■ **Exercise directions**
Examine each line of the data. Copy the line if it includes the word "Juan".

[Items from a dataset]
☆ ☆ ☆ ☆ ☆
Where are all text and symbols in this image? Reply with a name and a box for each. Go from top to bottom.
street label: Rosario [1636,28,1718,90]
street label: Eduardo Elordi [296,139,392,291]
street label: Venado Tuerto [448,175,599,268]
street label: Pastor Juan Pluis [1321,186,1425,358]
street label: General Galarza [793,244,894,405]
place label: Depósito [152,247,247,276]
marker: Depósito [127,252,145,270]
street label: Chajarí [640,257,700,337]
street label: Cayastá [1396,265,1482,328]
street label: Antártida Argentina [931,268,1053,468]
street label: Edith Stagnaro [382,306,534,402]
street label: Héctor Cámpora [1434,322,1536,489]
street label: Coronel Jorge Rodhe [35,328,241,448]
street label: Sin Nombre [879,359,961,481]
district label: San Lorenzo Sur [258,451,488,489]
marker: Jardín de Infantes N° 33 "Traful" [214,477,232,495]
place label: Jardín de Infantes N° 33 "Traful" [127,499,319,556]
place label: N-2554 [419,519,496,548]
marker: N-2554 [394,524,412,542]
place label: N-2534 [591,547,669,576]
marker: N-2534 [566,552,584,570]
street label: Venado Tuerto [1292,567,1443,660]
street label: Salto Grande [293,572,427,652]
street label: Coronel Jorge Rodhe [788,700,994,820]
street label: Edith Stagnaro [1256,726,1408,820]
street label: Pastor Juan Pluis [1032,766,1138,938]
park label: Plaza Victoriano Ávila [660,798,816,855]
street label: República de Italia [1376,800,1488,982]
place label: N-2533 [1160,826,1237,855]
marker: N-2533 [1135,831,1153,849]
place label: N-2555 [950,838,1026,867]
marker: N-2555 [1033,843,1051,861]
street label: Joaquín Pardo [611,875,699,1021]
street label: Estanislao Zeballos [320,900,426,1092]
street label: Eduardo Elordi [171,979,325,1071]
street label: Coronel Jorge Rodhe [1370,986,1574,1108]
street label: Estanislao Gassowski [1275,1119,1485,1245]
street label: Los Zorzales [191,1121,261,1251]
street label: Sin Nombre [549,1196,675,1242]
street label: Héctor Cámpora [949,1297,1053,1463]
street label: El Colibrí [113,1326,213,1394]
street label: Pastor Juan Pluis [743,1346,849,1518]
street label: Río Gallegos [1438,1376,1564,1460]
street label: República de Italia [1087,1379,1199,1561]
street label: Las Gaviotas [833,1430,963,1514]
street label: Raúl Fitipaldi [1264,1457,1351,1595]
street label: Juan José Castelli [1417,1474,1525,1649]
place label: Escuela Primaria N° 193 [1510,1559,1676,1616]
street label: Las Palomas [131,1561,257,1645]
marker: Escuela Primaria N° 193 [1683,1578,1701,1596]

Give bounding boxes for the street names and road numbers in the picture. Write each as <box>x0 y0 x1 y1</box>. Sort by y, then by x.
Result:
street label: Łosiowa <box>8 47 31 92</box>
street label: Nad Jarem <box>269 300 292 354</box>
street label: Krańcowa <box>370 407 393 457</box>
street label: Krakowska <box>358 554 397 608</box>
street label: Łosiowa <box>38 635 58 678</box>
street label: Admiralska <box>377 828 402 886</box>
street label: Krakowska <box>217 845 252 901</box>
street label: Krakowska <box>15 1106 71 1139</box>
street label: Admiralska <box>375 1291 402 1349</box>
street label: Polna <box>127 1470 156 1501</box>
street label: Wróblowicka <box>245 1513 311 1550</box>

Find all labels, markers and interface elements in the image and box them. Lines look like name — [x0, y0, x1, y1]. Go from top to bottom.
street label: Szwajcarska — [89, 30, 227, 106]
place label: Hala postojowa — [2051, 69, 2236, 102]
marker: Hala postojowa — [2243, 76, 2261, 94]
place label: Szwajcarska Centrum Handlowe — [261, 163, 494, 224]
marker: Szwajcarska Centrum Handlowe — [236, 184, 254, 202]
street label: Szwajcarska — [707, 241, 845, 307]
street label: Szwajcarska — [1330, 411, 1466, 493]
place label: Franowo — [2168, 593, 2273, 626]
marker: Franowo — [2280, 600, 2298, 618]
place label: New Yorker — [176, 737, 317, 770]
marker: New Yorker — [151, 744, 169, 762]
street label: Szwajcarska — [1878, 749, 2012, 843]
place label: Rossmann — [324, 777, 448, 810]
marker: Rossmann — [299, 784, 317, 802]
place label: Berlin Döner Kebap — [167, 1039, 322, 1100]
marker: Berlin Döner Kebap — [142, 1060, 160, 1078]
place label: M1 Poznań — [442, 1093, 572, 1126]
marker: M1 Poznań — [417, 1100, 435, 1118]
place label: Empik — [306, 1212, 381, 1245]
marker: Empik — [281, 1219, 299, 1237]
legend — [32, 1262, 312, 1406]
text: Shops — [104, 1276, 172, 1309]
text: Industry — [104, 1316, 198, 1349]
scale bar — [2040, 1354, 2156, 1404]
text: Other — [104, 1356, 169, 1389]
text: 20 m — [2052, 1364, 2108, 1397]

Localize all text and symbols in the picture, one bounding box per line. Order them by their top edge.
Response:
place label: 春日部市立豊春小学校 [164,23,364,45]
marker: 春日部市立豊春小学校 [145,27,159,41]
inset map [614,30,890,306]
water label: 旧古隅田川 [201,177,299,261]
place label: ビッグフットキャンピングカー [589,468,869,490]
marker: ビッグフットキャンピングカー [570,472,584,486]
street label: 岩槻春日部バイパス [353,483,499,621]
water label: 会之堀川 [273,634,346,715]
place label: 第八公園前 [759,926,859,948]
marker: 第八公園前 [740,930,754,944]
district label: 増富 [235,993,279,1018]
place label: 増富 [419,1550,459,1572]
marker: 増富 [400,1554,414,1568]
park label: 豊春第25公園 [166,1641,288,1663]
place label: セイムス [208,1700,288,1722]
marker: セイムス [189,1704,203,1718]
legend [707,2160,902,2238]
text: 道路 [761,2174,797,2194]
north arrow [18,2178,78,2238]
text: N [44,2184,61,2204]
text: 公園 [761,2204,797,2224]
☆ ☆ ☆ ☆ ☆
■ **Response to the task**
street label: Pastor Juan Pluis [1321,186,1425,358]
street label: Pastor Juan Pluis [1032,766,1138,938]
street label: Pastor Juan Pluis [743,1346,849,1518]
street label: Juan José Castelli [1417,1474,1525,1649]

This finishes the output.